Almost half of Americans believe Dr. Anthony Fauci, director of the National Institute of Allergy and Infectious Diseases, deceived the public about funding “gain-of-function” research in Wuhan, China, and want to see Fauci resign, according to a Rasmussen Reports poll published Wednesday.
49 percent of 1,000 likely voters surveyed believe Dr. Fauci misled the public when he denied that the U.S. government funded gain-of-function research in the Wuhan Institute of Virology as it relates to Covid-19.
Furthermore, only 33 percent of voters believe Dr. Fauci told the truth in a a seven-point drop from June when 40 percent of Americans showed faith in the doctor.
Similarly, nearly half of Americans, 46 percent, now wish to see Fauci resign from his post at the NIAID, including 67 percent of Republicans and 24 percent of Democrats.
Dr. Fauci has faced heavy backlash following his July exchange with Sen. Rand Paul, R-Ky., where he denied claims of government-funded gain-of-function research.
It was later revealed, however, that taxpayer dollars were used for such research in Wuhan, according to the letter written from the National Institutes of Health to Republican House Oversight Committee ranking member James Comer.
“We now know that American taxpayer dollars funded gain-of-function research at the Wuhan lab,” Comer said in a statement posted on Twitter. “Even worse, NIH Director Collins and Dr. Anthony Fauci potentially misled the Committee and the American people about its knowledge of this cover up.”
NIH Director Francis Collins denies any possibility that experiments conducted by EcoHealth Alliance were related to the emergence of Covid-19.
At the forefront of the criticism is Sen. Paul, who said Fauci should “absolutely” be fired for “just for lack of judgment, if nothing else,” according to an interview the senator did with Axios.
“I think that people across the country are very disturbed at how much he’s lied, basically,” Paul said. “We’re still going at it. We have brand new news today, you know, that says that the NIH is now admitting that there was gain of function research there, and he lied about it.”

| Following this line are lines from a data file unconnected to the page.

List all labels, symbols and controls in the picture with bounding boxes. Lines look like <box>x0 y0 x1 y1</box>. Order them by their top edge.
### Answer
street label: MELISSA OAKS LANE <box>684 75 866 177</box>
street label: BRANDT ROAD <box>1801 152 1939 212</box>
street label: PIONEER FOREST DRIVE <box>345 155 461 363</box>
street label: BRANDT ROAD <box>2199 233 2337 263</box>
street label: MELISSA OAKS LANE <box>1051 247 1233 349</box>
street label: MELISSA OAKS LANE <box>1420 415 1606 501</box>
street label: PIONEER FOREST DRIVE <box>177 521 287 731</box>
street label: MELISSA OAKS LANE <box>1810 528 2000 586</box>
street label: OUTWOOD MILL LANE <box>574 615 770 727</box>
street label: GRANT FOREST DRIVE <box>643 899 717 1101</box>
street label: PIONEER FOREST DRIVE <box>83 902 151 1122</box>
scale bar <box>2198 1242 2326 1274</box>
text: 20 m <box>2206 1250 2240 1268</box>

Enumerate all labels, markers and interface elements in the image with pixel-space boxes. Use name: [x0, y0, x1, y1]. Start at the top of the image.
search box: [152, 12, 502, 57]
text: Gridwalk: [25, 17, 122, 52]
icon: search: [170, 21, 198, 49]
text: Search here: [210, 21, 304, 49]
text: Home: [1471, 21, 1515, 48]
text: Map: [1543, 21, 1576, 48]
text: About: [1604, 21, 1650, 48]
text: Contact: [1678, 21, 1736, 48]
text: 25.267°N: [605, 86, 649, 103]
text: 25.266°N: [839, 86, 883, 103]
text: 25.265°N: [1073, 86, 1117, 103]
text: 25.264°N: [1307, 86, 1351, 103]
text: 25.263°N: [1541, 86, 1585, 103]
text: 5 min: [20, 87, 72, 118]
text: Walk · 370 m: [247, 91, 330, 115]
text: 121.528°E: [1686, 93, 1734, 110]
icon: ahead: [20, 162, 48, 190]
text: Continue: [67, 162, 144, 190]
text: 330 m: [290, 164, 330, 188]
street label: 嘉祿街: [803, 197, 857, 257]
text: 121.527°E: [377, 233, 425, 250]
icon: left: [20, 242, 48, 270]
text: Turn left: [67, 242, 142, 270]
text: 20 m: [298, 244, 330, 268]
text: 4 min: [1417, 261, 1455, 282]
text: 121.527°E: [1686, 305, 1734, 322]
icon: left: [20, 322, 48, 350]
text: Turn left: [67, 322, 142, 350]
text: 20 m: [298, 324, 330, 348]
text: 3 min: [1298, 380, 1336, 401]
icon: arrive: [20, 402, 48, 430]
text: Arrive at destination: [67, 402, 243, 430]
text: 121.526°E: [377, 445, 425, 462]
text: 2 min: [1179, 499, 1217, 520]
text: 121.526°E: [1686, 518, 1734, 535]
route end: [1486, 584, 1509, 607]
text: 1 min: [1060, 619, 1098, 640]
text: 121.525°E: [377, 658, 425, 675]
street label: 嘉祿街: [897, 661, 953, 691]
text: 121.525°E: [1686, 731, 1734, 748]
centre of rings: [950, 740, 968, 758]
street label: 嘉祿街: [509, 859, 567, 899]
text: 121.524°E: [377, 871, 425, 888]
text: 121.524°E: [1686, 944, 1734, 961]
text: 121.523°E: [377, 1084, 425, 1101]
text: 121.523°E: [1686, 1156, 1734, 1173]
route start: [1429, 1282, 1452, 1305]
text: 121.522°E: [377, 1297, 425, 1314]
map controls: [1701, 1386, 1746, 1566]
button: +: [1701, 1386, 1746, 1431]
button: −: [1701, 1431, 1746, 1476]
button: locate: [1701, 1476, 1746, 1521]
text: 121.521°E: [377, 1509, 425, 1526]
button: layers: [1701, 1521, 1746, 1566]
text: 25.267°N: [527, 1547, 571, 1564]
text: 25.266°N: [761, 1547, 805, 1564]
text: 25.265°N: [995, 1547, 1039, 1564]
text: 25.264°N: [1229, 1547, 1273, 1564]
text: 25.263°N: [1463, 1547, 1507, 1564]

“And so in the letter, they acknowledge that, yes, the viruses did gain in function, they became more dangerous. So they’ve created a virus that doesn’t exist in nature to become more dangerous,” he continued.
“That is gain of function. Now they try to justify it by saying, well it was an unexpected result. I’m not sure I buy that. Think about it, you take an unknown virus, you combine it with another virus, and you get a super-virus,” the senator added. “You have no idea whether it gains functions or loses function. That’s what the experiment is. But I don’t know how anybody could argue that that’s not gain of function research.”